筋肉的キリスト教徒

キングダム・オブ・ヘブンの筋肉的キリスト教徒のレビュー・感想・評価

キングダム・オブ・ヘブン(2005年製作の映画)
5.0
deus vult!と叫びたくなる映画かと思ったら、逆にキリスト教勢に苛々してしまう映画だった。
BGMは中世風味で、時代特有の妙にファンタジックな雰囲気を醸し出す。

時は1184年、中世。
フランスの一鍛冶屋に過ぎない男、バリアンが実はイベリンの領主ゴドフリーの私生児で、妻の「自殺」と殺人の罪を背負い、聖地エルサレムへと赴く。

ゴドフリーがバリアンを試す場面で、屋根、鷹の構え(日本では上段の構え)を教えるが、恐らくゴドフリーはドイツ系の流れを汲んでいると推測できる。

エルサレム国王ギー・ド・リュジニャン、強盗騎士ルノー・ド・シャティヨンの二人が【キングダム・オブ・ヘブン】におけるヴィラン的役割を与えられている。実際史実でもろくでもない連中だから仕方ないけど。
比してイスラム教勢は対照的である。
サラーフ・アッディーンは優れた王として、その家臣らも寛容な人柄で描かれている。
イスラーム世界から見た十字軍がどういうものだったか、あまり明るくないので何とも言えないけれども、この役割の与えられ方は印象的。

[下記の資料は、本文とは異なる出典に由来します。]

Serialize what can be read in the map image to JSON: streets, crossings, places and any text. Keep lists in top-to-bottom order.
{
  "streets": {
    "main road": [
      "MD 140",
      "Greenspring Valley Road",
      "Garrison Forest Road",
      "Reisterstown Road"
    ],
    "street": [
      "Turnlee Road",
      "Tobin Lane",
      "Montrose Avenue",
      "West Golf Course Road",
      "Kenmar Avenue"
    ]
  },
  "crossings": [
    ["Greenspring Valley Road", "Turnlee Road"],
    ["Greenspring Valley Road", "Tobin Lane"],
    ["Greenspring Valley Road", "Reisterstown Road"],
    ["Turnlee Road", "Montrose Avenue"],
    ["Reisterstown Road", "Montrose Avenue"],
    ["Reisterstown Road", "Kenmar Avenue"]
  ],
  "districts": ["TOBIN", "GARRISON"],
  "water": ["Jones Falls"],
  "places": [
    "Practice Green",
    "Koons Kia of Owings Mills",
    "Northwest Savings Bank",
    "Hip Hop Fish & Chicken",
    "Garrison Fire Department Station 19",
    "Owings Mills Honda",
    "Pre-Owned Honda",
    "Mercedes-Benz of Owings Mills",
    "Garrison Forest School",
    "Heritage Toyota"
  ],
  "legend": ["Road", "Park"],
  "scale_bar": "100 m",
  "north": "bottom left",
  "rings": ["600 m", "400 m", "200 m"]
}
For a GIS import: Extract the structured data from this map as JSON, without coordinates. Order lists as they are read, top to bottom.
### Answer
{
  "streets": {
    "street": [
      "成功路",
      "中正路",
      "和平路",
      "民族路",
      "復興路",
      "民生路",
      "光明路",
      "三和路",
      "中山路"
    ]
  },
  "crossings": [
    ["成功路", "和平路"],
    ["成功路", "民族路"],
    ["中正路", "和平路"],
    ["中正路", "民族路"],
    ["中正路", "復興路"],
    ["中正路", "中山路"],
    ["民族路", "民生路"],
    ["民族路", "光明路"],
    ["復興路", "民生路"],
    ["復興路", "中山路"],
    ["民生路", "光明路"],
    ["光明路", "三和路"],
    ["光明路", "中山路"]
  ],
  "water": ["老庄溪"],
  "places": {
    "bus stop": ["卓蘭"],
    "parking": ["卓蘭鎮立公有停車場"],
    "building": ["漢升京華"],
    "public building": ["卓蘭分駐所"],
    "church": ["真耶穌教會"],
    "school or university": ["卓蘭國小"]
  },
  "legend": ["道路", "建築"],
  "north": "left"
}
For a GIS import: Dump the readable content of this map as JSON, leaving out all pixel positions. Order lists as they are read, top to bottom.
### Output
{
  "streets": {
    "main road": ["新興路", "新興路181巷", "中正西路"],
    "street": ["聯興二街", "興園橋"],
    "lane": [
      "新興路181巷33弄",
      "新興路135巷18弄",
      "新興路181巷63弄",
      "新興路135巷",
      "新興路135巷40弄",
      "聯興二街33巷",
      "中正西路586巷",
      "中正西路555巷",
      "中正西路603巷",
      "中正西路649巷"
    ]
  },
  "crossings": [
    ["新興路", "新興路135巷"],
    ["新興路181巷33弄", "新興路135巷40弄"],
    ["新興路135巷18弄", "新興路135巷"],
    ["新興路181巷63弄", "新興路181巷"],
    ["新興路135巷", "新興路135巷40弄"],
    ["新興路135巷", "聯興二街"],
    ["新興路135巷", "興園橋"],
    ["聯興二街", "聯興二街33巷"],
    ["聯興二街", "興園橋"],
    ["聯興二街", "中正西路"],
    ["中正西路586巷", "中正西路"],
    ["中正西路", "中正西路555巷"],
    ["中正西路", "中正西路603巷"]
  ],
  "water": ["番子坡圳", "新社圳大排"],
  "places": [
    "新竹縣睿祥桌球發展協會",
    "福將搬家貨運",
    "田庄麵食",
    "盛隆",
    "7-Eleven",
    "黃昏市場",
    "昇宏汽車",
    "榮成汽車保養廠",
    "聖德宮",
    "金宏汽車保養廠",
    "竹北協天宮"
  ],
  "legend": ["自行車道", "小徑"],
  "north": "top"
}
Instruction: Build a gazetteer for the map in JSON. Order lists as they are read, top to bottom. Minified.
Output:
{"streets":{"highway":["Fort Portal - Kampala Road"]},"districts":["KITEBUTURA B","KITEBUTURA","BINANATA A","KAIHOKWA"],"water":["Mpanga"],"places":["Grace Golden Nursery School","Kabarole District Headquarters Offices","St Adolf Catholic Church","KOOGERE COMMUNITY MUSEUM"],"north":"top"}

カラクの戦いではボードゥアン4世が聖十字架(後のハッティンの戦で失われる)を掲げて援軍を率いる。これぞ十字軍って感じ。

エルサレム籠城戦ではトレビュシェット、バリスタ、破城槌と攻城兵器が大活躍!広大無辺の砂漠を背景にベルフリーが進撃する場面なんか最高。

やっぱりこの映画で一番外せないのは、ボードゥアン4世の美しさだろう。
ユダヤ・キリスト教徒とイスラム教徒が共存する世界=キングダム・オブ・ヘブンを築かんと、癩病に蝕まれつつも尽力する姿こそ「王の中の王」の象徴である。